**TASK STATEMENT**
Retype only the lines running from the beginning of the entries below to the line with "2px #c3bdc5) drop-shadow(0", both included. Do not include pictures.

········

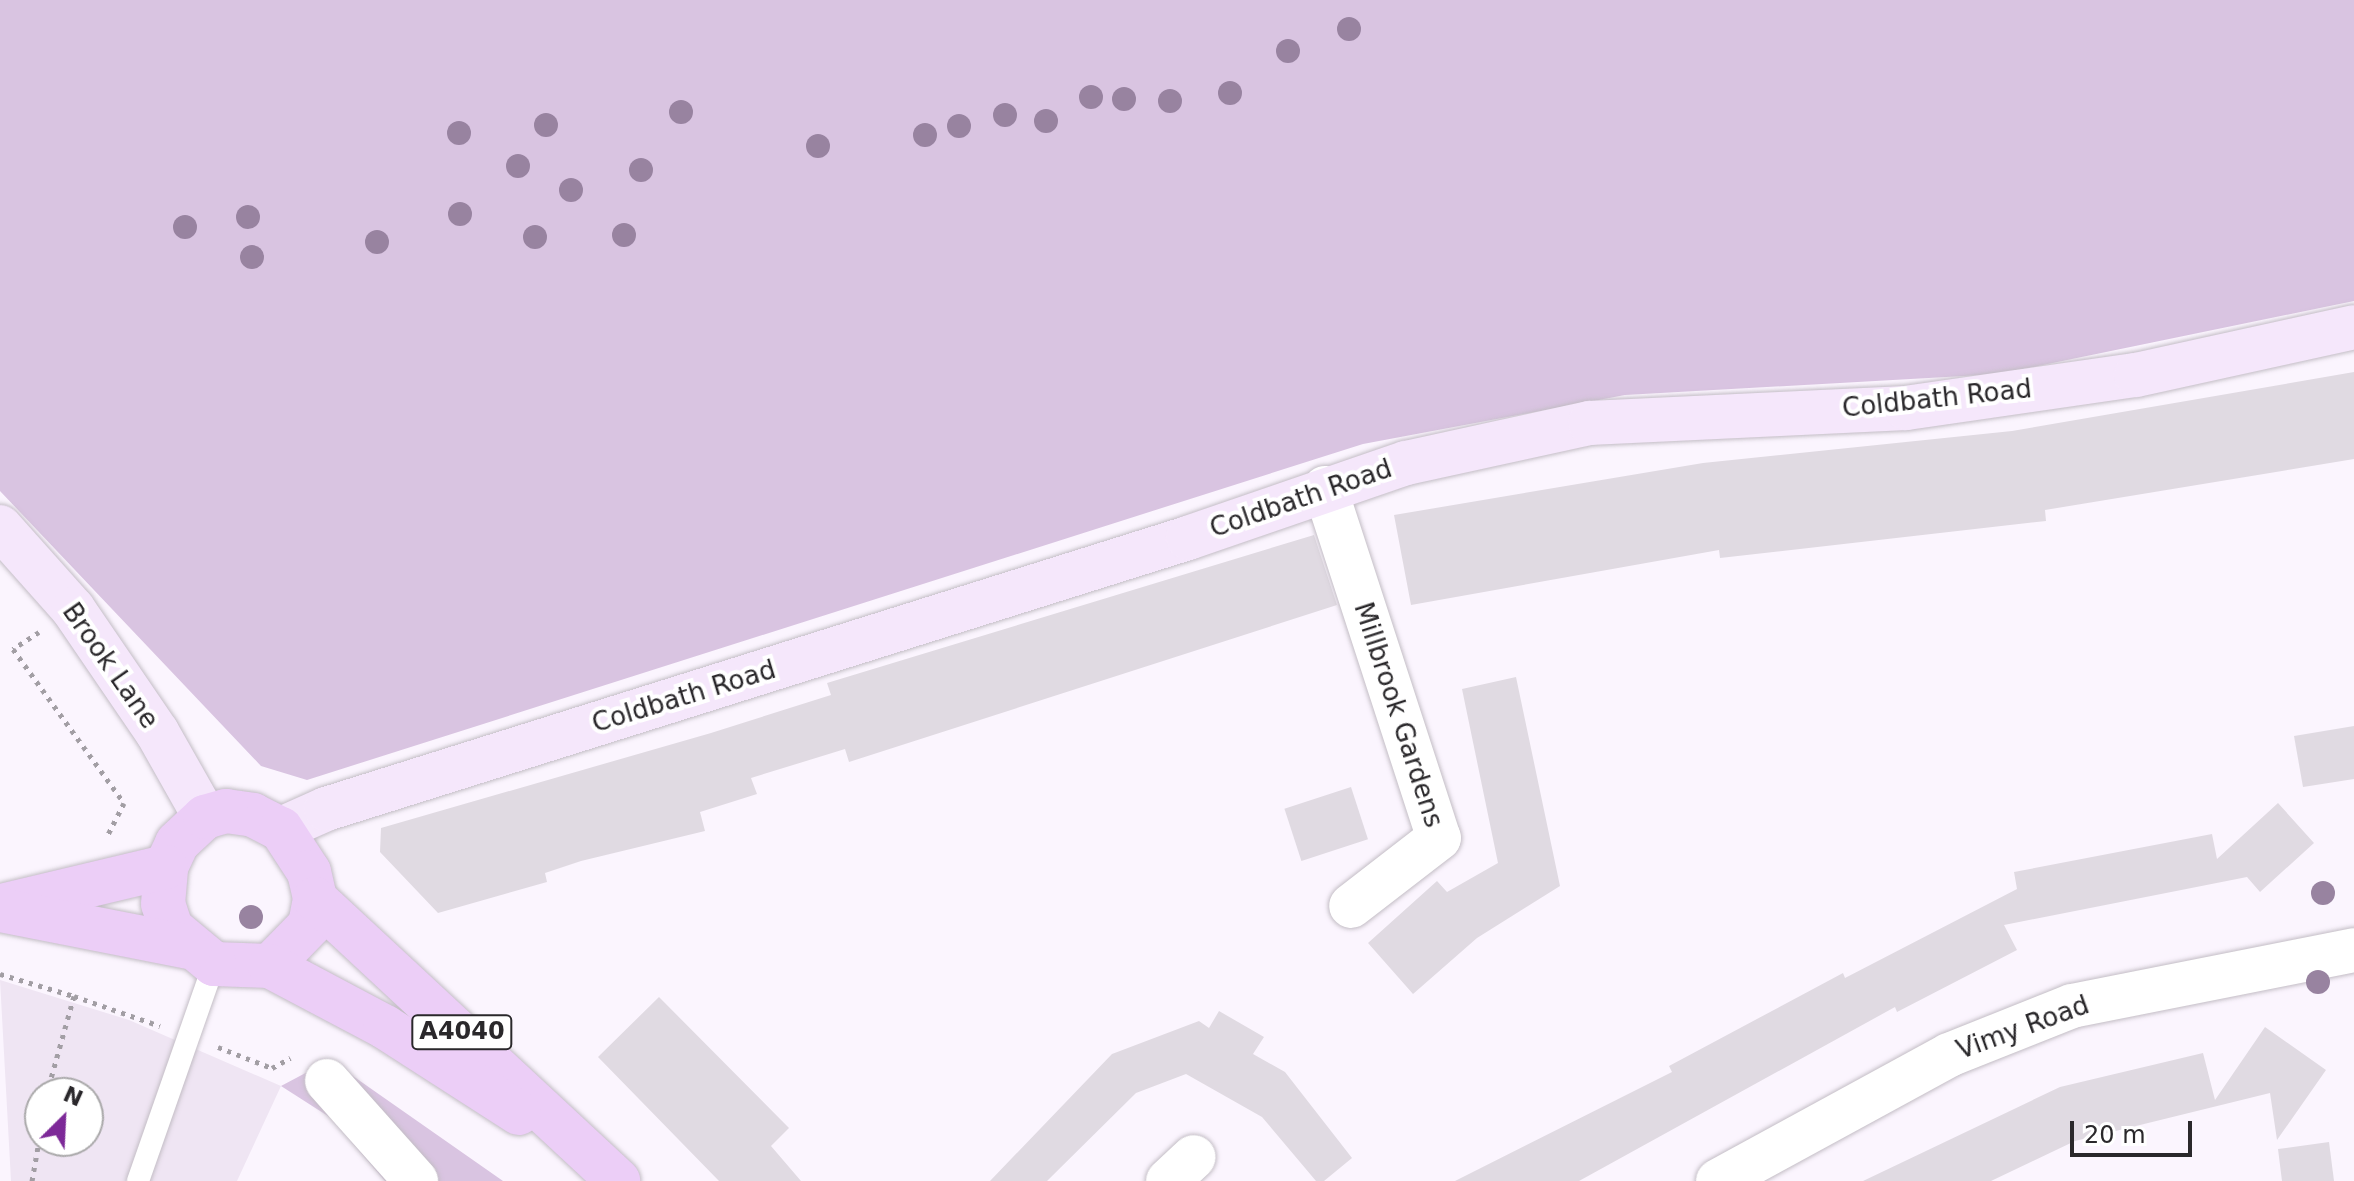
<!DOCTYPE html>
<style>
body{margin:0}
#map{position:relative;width:2354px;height:1181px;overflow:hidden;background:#fbf5fe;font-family:"DejaVu Sans",sans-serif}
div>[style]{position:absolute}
.built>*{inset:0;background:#efe5f3}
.green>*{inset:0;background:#d9c4e1}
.building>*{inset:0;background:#e0dae2;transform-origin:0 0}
.path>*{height:5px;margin-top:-2.5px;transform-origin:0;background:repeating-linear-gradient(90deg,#a29ea4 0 4px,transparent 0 10px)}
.roads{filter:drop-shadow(0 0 2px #c3bdc5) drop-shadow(0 0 2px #c3bdc5)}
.service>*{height:22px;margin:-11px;padding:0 11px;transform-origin:11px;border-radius:11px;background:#fff}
.minor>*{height:44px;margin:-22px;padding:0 22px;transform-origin:22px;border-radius:22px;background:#fff}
.secondary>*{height:44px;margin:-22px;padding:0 22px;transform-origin:22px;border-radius:22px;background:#f5e7fb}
.primary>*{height:44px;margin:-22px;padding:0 22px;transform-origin:22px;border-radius:22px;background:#eccef7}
.trees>*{width:24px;height:24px;margin:-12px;border-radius:50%;background:#9883a0}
span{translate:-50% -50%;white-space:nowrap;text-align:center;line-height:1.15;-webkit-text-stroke:8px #fff;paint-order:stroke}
.shield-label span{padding:2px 6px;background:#fff;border:2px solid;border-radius:6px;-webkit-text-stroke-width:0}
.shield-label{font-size:24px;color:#2a282b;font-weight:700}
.street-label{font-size:26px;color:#2a282b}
.north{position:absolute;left:24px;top:1077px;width:80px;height:80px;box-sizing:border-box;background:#fff;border:2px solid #aaa9aa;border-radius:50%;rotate:24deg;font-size:22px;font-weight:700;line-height:32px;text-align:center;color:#2a282b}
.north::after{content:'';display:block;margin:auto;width:28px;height:36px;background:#7d2998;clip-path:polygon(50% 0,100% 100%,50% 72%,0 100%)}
.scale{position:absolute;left:2070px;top:1121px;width:122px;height:36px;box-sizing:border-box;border:4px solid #2a282b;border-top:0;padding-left:10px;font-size:24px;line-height:28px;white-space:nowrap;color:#2a282b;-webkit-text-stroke:6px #fff;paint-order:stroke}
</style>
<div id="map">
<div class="built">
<div style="clip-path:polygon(evenodd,0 980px,129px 1020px,281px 1086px,237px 1181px,11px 1181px,0 980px,40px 1093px,88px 1093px,88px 1141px,40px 1141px,40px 1093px)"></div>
</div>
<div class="green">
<div style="clip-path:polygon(0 0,2354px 0,2354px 301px,1999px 374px,1625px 395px,1363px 444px,307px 780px,261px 766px,0 491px)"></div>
<div style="clip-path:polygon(330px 1060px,503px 1181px,385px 1181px,331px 1118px,281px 1086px)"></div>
</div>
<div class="building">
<div style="clip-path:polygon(2354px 372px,2354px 459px,2045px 510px,2046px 521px,1720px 558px,1719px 550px,1411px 605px,1394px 515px,1703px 463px,2012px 431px)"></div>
<div style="clip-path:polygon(1314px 535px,1337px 605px,849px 762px,845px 749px,751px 778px,757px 794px,700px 812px,705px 831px,581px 861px,545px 873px,547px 882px,438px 913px,380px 852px,381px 828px,711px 733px,831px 695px,827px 683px)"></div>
<div style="clip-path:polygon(1516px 677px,1560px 886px,1477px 938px,1413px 994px,1368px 943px,1437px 881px,1447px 892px,1498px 863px,1462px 689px)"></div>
<div style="clip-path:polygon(2354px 726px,2354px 779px,2303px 787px,2294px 736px)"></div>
<div style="left:1351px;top:787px;width:55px;height:70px;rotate:72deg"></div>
<div style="clip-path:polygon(2278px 803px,2314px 843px,2260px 892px,2247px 877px,2004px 925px,2017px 950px,1897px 1012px,1895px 1007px,1579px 1181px,1455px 1181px,1672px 1072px,1669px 1066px,1843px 973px,1845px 978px,2017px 889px,2014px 872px,2212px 834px,2217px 859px)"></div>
<div style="clip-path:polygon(659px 997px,789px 1128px,771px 1146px,801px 1181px,719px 1181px,598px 1057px)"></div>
<div style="clip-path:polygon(1219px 1011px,1264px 1037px,1253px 1054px,1285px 1072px,1352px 1158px,1324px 1181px,1316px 1181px,1262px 1117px,1186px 1074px,1136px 1093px,1047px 1181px,990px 1181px,1112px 1054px,1199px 1021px,1209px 1028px)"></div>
<div style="clip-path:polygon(2265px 1027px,2326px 1070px,2277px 1140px,2270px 1093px,2075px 1141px,1991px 1181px,1863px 1181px,2060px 1087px,2203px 1053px,2215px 1100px)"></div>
<div style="clip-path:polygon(2329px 1142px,2334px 1181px,2282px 1181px,2278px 1149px)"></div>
</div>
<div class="path">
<div style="left:39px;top:632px;width:31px;rotate:147deg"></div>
<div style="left:13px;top:649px;width:190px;rotate:54.2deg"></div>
<div style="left:124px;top:803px;width:36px;rotate:117deg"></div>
<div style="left:0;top:974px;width:77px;rotate:16.6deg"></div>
<div style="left:74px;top:996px;width:101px;rotate:105.6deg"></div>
<div style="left:74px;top:996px;width:91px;rotate:19.2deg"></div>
<div style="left:218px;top:1047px;width:58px;rotate:21.3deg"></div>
<div style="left:272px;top:1068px;width:21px;rotate:-29deg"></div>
<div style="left:32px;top:1181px;width:47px;rotate:-80.1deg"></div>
</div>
<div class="roads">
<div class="service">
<div style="left:138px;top:1181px;width:230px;rotate:-70.7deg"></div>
</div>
<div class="minor">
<div style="left:1325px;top:488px;width:368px;rotate:72deg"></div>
<div style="left:1439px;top:838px;width:111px;rotate:142.3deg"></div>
<div style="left:327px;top:1081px;width:134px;rotate:48.3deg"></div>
<div style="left:1168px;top:1181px;width:35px;rotate:-43deg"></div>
<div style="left:1718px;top:1181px;width:263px;rotate:-28.6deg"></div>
<div style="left:1949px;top:1055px;width:132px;rotate:-21.7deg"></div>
<div style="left:2072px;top:1006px;width:288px;rotate:-11.2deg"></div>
</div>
<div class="secondary">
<div style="left:0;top:527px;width:110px;rotate:48.3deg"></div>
<div style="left:73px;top:609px;width:149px;rotate:55.7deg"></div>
<div style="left:157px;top:732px;width:98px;rotate:60.5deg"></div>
<div style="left:281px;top:829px;width:49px;rotate:-24deg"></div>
<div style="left:326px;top:809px;width:904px;rotate:-17.45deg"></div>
<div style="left:1188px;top:538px;width:231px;rotate:-19deg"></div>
<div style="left:1406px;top:463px;width:188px;rotate:-12.3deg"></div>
<div style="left:1590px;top:423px;width:316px;rotate:-2.7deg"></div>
<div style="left:1906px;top:408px;width:232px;rotate:-8.2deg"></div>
<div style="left:2136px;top:375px;width:223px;rotate:-12.4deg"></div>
</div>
<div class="primary">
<div style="left:226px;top:811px;width:27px;rotate:8deg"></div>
<div style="left:253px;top:815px;width:31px;rotate:27deg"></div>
<div style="left:281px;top:829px;width:51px;rotate:56.9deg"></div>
<div style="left:309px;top:872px;width:28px;rotate:77deg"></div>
<div style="left:315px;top:899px;width:26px;rotate:101deg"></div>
<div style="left:310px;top:925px;width:57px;rotate:134.3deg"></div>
<div style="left:270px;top:966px;width:56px;rotate:-178deg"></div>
<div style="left:214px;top:964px;width:56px;rotate:-140.1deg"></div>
<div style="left:171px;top:928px;width:25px;rotate:-108deg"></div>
<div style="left:163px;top:904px;width:37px;rotate:-85deg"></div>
<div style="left:166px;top:867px;width:26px;rotate:-65deg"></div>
<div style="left:177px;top:843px;width:38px;rotate:-43deg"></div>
<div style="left:205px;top:817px;width:22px;rotate:-16deg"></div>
<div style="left:315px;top:899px;width:414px;rotate:42.9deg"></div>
<div style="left:6px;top:905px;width:164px;rotate:-13.4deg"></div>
<div style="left:0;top:910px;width:193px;rotate:11.1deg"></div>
<div style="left:270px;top:966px;width:130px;rotate:27.9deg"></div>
<div style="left:385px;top:1027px;width:159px;rotate:32.7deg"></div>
</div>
</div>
<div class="trees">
<div style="left:1349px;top:29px"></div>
<div style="left:1288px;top:51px"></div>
<div style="left:1230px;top:93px"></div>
<div style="left:1091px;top:97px"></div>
<div style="left:1124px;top:99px"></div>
<div style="left:1170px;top:101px"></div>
<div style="left:681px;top:112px"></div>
<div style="left:1005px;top:115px"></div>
<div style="left:1046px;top:121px"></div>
<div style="left:546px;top:125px"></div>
<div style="left:959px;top:126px"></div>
<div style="left:459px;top:133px"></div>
<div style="left:925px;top:135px"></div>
<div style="left:818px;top:146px"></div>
<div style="left:518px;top:166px"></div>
<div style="left:641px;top:170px"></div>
<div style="left:571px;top:190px"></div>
<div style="left:460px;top:214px"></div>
<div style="left:248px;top:217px"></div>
<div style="left:185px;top:227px"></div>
<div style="left:624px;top:235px"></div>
<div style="left:535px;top:237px"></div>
<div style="left:377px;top:242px"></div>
<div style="left:252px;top:257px"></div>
<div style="left:2323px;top:893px"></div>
<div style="left:251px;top:917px"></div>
<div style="left:2318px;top:982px"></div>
</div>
<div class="shield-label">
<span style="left:462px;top:1032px">A4040</span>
</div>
<div class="street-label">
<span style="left:1937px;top:399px;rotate:-6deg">Coldbath Road</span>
<span style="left:1301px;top:499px;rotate:-19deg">Coldbath Road</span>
<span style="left:110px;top:666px;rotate:55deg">Brook Lane</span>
<span style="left:684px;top:697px;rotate:-17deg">Coldbath Road</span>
<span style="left:1398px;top:715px;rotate:72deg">Millbrook Gardens</span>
<span style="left:2023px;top:1028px;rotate:-20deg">Vimy Road</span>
</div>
<div class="north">N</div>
<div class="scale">20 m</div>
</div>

········

**EXERCISE RESULT**
<!DOCTYPE html>
<style>
body{margin:0}
#map{position:relative;width:2354px;height:1181px;overflow:hidden;background:#fbf5fe;font-family:"DejaVu Sans",sans-serif}
div>[style]{position:absolute}
.built>*{inset:0;background:#efe5f3}
.green>*{inset:0;background:#d9c4e1}
.building>*{inset:0;background:#e0dae2;transform-origin:0 0}
.path>*{height:5px;margin-top:-2.5px;transform-origin:0;background:repeating-linear-gradient(90deg,#a29ea4 0 4px,transparent 0 10px)}
.roads{filter:drop-shadow(0 0 2px #c3bdc5) drop-shadow(0 0 2px #c3bdc5)}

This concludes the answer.